● Your assignment:
Search the lines of the records for the word "linecap", and copy every line that has it.
+++ Information given
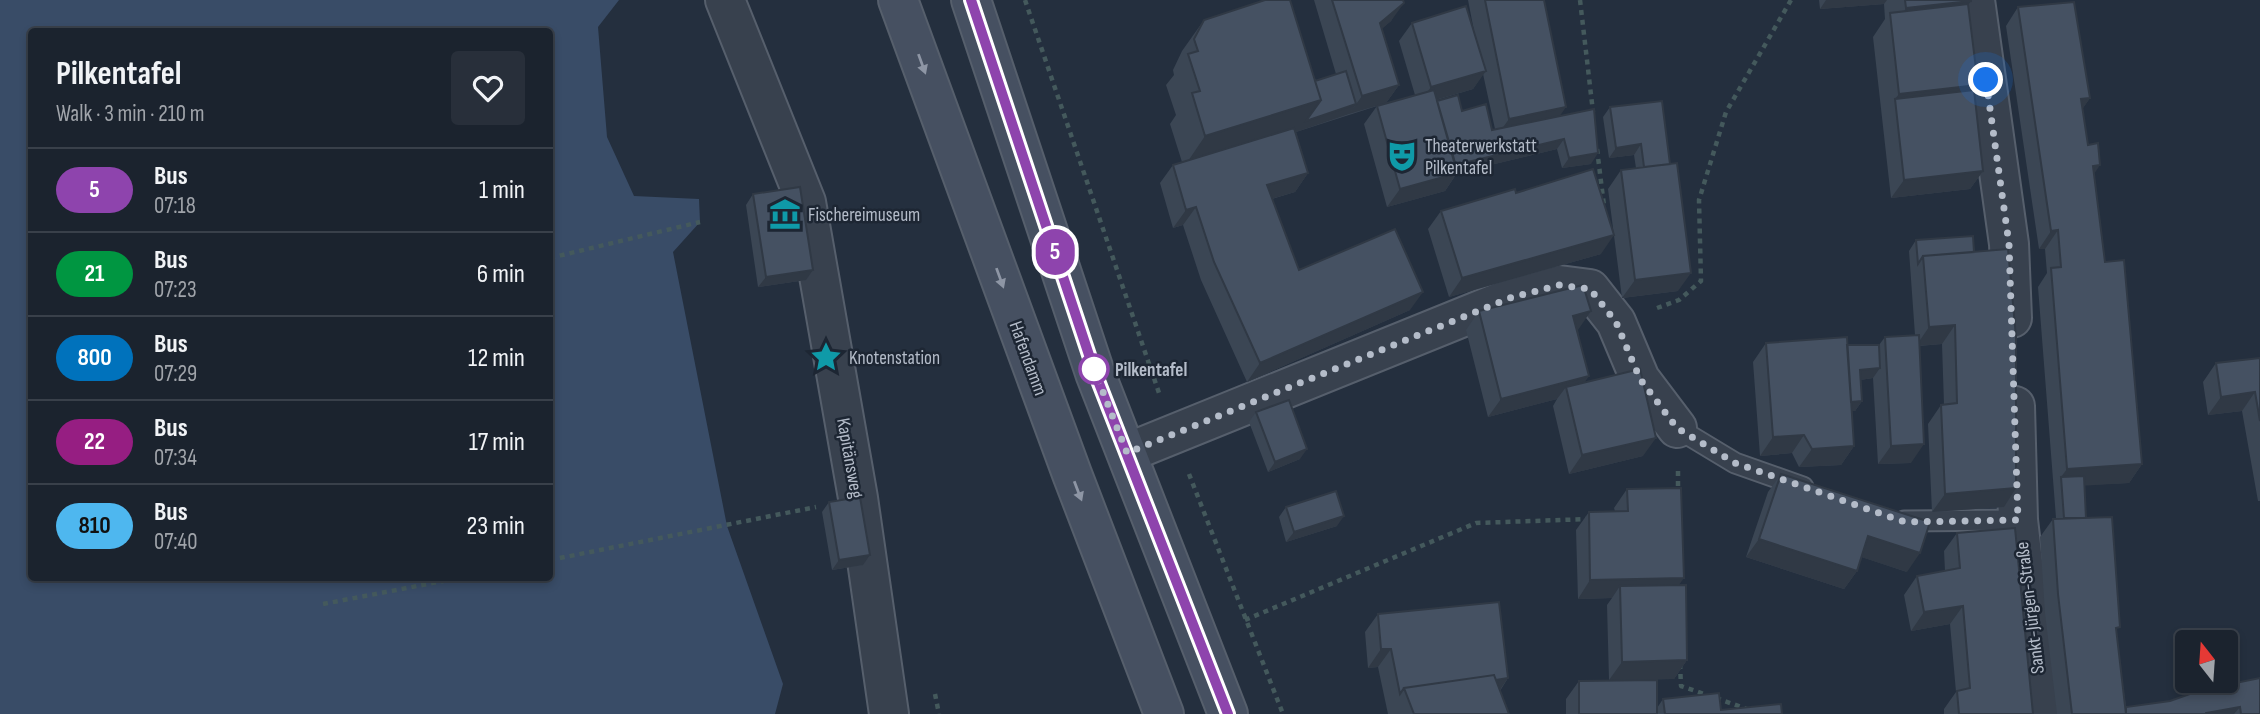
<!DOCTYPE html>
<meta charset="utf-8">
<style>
body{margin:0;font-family:"Sofia Sans Condensed",sans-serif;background:#282f3a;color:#f1f3f6;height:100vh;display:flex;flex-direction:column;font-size:26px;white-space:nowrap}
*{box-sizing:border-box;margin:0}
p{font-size:23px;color:#a0a4aa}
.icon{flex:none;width:38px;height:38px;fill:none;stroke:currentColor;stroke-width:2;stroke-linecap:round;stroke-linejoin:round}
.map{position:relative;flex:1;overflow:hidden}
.drawer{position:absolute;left:28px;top:28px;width:525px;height:553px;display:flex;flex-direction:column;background:#1b232e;border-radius:7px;box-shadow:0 4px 10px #0003,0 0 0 2px #39404a}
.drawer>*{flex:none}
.badge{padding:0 14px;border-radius:23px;font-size:24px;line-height:46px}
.needle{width:46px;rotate:343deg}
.controls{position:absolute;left:2175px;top:630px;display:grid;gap:14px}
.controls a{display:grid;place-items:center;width:63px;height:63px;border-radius:7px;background:#1b232e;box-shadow:0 4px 10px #0003,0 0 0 2px #39404a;font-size:35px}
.you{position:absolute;width:35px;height:35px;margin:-18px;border:5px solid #fff;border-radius:50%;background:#1a73e8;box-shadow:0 0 0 10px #1a73e833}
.map>.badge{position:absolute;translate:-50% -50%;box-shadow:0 0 0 4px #fff}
.round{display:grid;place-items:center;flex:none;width:74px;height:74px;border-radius:7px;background:#282f3a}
.headline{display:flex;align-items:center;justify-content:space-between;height:119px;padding:0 28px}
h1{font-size:33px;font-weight:700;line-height:52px}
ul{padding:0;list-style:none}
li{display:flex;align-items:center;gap:21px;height:84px;padding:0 28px;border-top:2px solid #39404a}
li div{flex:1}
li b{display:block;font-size:26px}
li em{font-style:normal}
li .badge{min-width:77px;font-weight:700;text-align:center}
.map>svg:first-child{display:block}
.water{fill:#394c67;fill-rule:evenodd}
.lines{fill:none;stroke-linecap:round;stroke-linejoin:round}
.lane-casing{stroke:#565f6c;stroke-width:23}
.street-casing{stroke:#565f6c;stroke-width:42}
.secondary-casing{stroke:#565f6c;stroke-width:42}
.path{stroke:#44595c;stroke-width:4.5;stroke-dasharray:5 5;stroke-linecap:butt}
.lane{stroke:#38414e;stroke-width:19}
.street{stroke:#38414e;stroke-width:38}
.secondary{stroke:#465061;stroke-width:38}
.wall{fill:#3b4654;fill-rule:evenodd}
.shaded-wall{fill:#303945}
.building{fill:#455162;stroke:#303945;stroke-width:2}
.oneway{fill:#8e96a5}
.line-casing{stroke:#fff;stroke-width:16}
.line{stroke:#8e44ad;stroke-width:10}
.walk{stroke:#b4bcc9;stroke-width:7;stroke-dasharray:0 12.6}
.stop-dot{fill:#fff;stroke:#8e44ad;stroke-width:3.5}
.labels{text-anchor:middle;stroke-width:5;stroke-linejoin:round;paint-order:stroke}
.poi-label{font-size:19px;fill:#b4bcc9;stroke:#1d2633;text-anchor:start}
.street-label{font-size:19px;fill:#b4bcc9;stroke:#1d2633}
.stop-label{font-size:19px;font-weight:bold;fill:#b4bcc9;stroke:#1d2633;text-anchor:start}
</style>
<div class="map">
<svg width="2260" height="714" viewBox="0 0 2260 714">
<rect width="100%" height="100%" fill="#242f3e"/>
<path class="water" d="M0,0H619L598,27L607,137L634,196L699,199L700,222L673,252L727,526L783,684L775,714H0ZM32,32H550V578H32Z"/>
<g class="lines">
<defs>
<path id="lane" d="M1677,428L1735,463L1803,487
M1904,521L2018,520"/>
<path id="street" d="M725,0L806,202L858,498L889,714
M1975,0L2009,244L2012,318
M2015,406L2018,520L2041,714
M1127,453L1510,298L1559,285L1590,289L1616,322L1640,379L1677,428"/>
<path id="secondary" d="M898,0L1072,474L1164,714
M971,0L1095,373L1228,714"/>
</defs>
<use href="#lane" class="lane-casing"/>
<use href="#street" class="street-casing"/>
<use href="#secondary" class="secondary-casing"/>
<path class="path" d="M1025,0L1159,393
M1580,0L1593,112
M1597,149L1604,206
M550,258L700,222
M1657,308L1679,300L1701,281L1699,200L1726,112L1791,0
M1678,471V494
M1189,474L1283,714
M550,560L816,507
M323,604L459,578
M1245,620L1476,523L1588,519
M1680,664L1681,686L1707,695
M935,694L939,714
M1716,698L1747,709"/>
<use href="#lane" class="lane"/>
<use href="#street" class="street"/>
<use href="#secondary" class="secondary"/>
</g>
<path class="wall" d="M1314,0H1403L1391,21L1381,29L1399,85L1386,103L1415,95L1399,41L1412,23L1475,36L1468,0H1544L1560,116L1591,164L1562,168L1557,149L1457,173L1445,191L1387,207L1364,124L1377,106L1296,132L1308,173L1295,192L1272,199L1299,270L1410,310L1247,382L1201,280L1183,225L1173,228L1160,183L1173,165L1182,162L1170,124L1176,115L1166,85L1174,75L1173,70L1182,51L1204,20L1315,81L1336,74ZM1483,74L1495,129L1492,130L1462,111L1437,101V100L1473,89Z
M1819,0H1971L1968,4L1978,85L1974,90L1983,171L1970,189L1891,198L1873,37L1885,19L1884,4L1820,9Z
M2018,7L2090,98L2082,109L2088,145L2094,173L2105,262L2142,464L2129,483L2084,485L2086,518L2116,632L2126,707L2170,701L2201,690L2260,714H2057L2045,613L2040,537L2053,519L2056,518L2038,287L2047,273L2045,249H2039L2006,26Z
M1662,101L1678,291L1622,298L1608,189L1621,170L1636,168L1634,155L1609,158L1603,117L1610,107Z
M1516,193L1601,254L1449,297L1428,229L1441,211Z
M753,194L806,280L758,287L746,205Z
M1973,236L2004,507L1932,512L1928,424L1941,405H1944L1942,344L1919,346L1911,463L1878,464L1873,378L1860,380L1862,401L1855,411H1852L1854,446L1841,465L1799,467L1792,453L1760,456L1753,362L1766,343L1847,345H1879L1885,337L1915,335L1909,251L1916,240Z
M1479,311L1578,330L1584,383L1643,456L1569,474L1553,406L1557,399L1488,417L1466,330Z
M2260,358V501H2258L2242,411L2208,415L2203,382L2216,363Z
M1256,412L1300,459L1268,472L1249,422Z
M1781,474L1907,572L1862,557L1857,571L1844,589L1746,557L1768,492Z
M1627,489L1679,585L1687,660L1674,679L1609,680L1607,605L1612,598L1578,599L1576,530L1589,512L1615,511L1614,508Z
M829,502L863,565L832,570L822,512Z
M1286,507L1337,526L1286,542L1279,517Z
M1957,533L2033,714H1944V709L1956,692L1950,624L1911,631L1904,595L1917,576L1945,571L1944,551Z
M1378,614L1508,678L1500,691L1509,714H1388L1378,667L1368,668L1365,632Z
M1579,681L1657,708L1663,699L1721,710L1782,714H1566V699Z"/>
<path class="shaded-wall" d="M1826,0H1887L1884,4L1820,9Z
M1971,1L1952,29H1892L1906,8Z
M1404,3L1391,21L1367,42L1380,23Z
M1486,71L1473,89L1418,105L1431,87Z
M1399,85L1386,103L1349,114L1362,96Z
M1978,85L1961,109L1895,99L1899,94Z
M2090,98L2077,117L2081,99Z
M1321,100L1356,104L1349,114L1299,131L1184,167L1205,136Z
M1566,107L1553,126L1496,137L1509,119Z
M1564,139L1557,149L1457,173L1445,191L1387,207L1400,189L1447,167Z
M1641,144L1634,155L1609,158L1616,148Z
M1598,153L1591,164L1562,168L1569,158Z
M2100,165L2088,183L2093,166Z
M1983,171L1970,189L1891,198L1904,180Z
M1308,173L1295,192L1254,204L1267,185Z
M1196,207L1183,225L1173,228L1186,210Z
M2058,230L2045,249H2039L2051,231Z
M1614,235L1601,254L1449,297L1462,278Z
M813,270L806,280L758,287L766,277Z
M1691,273L1678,291L1622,298L1635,280Z
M1423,292L1410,310L1247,382L1260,363Z
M1591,311L1578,330L1560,334L1573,316Z
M1955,325L1942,344L1916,346L1929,327Z
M1880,368L1873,378L1853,381L1860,370Z
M1589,376L1576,395L1566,387L1557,399L1488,417L1501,399Z
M2255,392L2242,411L2208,415L2221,397Z
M1862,401L1855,411L1838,412L1845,402Z
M1804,435L1792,453L1760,456L1773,437Z
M1656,438L1643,456L1569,474L1582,455Z
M1924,444L1911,463L1878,464L1891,446Z
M1854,446L1841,465L1799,467L1812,449Z
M1307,449L1300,459L1268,472L1275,462Z
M2142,464L2129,483L2062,487L2061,477L2067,469Z
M2016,488L2004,507L1932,512L1945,494Z
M1344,516L1337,526L1286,542L1294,532Z
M1868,536L1920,553L1907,572L1855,555Z
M1759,539L1857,571L1844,589L1746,557Z
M870,555L863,565L832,570L839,560Z
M1684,578L1671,596L1620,586L1612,598L1578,599L1590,580Z
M1963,606L1950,624L1911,631L1924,612Z
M1381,649H1391L1378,667L1368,668Z
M1687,660L1674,679L1609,680L1622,662Z
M1508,678L1495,697L1406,693Z
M2240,707L2234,714H2205L2206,713Z"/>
<path class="building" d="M1265,0H1290L1321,100L1205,136L1192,93L1200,91L1188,54L1198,51L1194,39L1204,20Z
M1332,0H1403L1404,3L1380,23L1399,85L1362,96Z
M1485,0H1544L1566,107L1509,119Z
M1905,0H1971V1L1906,8Z
M2074,2L2090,98L2081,99L2088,145L2098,143L2100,165L2093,166L2105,262L2124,260L2142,464L2067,469L2051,268L2061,267L2058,230L2051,231L2018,7Z
M1968,4L1978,85L1899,94L1890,13Z
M1466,6L1486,71L1431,87L1412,23Z
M1346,71L1356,104L1306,121L1321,100L1315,81Z
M1434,90L1458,173L1400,189L1377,106Z
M1974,90L1983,171L1904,180L1895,99Z
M1458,95L1462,111L1486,104L1492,130L1594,109L1598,153L1569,158L1564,139L1455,165L1437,101Z
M1662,101L1670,164L1644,167L1641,144L1616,148L1610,107Z
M1294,128L1308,173L1267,185L1299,270L1395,229L1423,292L1260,363L1214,262L1196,207L1186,210L1173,165Z
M1677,163L1691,273L1635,280L1621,170Z
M1593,169L1614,235L1462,278L1441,211L1515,189L1516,193Z
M800,187L813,270L766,277L753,194Z
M1973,236L1974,252L1923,256L1918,264L1916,240Z
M2008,249L2016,337V488L1945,494L1941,405L1957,403L1955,325L1929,327L1923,256Z
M1583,285L1591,311L1573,316L1589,376L1501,399L1479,311Z
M1919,335L1924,444L1891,446L1885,337Z
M1847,337L1854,446L1812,449L1804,435L1773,437L1766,343Z
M1847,345H1879L1880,368L1860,370L1862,401L1851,402Z
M2260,358V421L2255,392L2221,397L2216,363Z
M1640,369L1656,438L1582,455L1566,387Z
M1289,400L1307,449L1275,462L1256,412Z
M1781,474L1930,522L1920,553L1868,536L1857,571L1759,539Z
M2084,476L2086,518H2064L2061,477Z
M1681,488L1684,578L1590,580L1589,512L1628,511L1627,489Z
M1336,491L1344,516L1294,532L1286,507Z
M860,497L870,555L839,560L829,502Z
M2112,517L2120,627L2116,628L2126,714H2072L2058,594L2053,519Z
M2015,528L2033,714H1959L1957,691L1970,688L1963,606L1924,612L1917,576L1960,568L1957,533Z
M1686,585L1687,660L1622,662L1620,586Z
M1499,602L1508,678L1496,680L1494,675L1404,688L1400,694L1391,649H1381L1378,614Z
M1494,675L1509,714H1414L1404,688Z
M2260,678V714H2241L2240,707L2206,713V714H2126V707L2170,701L2201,690Z
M1657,680V714H1579V681Z
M1719,693L1721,710L1781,704L1782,714H1665L1663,699Z"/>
<defs><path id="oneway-solid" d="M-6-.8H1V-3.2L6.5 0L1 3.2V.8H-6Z" transform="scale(1.75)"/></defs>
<g class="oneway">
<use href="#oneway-solid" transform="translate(922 64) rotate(70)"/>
<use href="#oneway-solid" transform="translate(1000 278) rotate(70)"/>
<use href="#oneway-solid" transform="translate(1078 491) rotate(69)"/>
</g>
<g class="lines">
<defs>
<path id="line" d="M971,0L1095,373L1228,714"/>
</defs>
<use href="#line" class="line-casing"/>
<use href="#line" class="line"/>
<path class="walk" d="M1094,369L1127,453L1510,298L1559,285L1590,289L1616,322L1640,379L1677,428L1735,463L1905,522L2018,520L2009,244L1986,80"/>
</g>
<defs>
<symbol id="theatre-bare" viewBox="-9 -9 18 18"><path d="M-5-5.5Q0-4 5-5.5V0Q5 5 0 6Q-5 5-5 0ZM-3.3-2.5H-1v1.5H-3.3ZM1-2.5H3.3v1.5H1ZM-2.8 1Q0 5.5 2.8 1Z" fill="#0f9aa8" stroke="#1d2633" stroke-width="2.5" paint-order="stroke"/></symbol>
<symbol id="museum-bare" viewBox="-9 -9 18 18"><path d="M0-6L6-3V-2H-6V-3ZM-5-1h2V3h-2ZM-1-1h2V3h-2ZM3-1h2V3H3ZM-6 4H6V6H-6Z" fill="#0f9aa8" stroke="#1d2633" stroke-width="2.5" paint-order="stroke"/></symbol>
<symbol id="sight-bare" viewBox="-9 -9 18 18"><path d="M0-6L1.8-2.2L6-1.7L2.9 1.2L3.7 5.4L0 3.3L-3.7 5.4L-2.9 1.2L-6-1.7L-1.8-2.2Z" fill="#0f9aa8" stroke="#1d2633" stroke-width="2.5" paint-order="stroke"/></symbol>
</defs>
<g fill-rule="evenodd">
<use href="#theatre-bare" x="1380" y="134" width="44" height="44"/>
<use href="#museum-bare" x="763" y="192" width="44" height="44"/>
<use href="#sight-bare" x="804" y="335" width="44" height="44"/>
</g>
<circle class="stop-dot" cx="1094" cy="369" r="14"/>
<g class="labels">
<g class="poi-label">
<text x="1425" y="152">Theaterwerkstatt<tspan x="1425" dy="22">Pilkentafel</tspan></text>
<text x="808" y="221">Fischereimuseum</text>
<text x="849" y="364">Knotenstation</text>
</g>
<g class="street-label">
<text transform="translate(1029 358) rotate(70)" y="7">Hafendamm</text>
<text transform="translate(851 458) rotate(80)" y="7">Kapitänsweg</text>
<text transform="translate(2029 608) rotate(-97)" y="7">Sankt-Jürgen-Straße</text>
</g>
<g class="stop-label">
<text x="1115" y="376">Pilkentafel</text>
</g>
</g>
</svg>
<div class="controls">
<a><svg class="needle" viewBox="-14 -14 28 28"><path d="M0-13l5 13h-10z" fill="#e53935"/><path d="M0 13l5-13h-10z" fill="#a0a4aa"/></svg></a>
</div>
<div class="you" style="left:1986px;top:80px"></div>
<b class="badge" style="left:1055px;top:252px;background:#8e44ad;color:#fff">5</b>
<section class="drawer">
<div class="headline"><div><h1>Pilkentafel</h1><p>Walk · 3 min · 210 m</p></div><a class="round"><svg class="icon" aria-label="heart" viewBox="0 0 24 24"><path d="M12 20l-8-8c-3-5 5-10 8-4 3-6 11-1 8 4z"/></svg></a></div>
<ul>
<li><span class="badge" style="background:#8e44ad;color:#fff">5</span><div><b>Bus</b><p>07:18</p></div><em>1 min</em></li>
<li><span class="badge" style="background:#009641;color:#fff">21</span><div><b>Bus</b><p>07:23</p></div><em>6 min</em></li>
<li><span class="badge" style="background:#0072bc;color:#fff">800</span><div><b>Bus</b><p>07:29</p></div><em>12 min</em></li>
<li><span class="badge" style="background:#961e82;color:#fff">22</span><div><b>Bus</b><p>07:34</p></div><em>17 min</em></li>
<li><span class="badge" style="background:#4eb7ef;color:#111">810</span><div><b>Bus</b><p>07:40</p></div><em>23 min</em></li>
</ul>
</section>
</div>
++++++
● Solution:
.icon{flex:none;width:38px;height:38px;fill:none;stroke:currentColor;stroke-width:2;stroke-linecap:round;stroke-linejoin:round}
.lines{fill:none;stroke-linecap:round;stroke-linejoin:round}
.path{stroke:#44595c;stroke-width:4.5;stroke-dasharray:5 5;stroke-linecap:butt}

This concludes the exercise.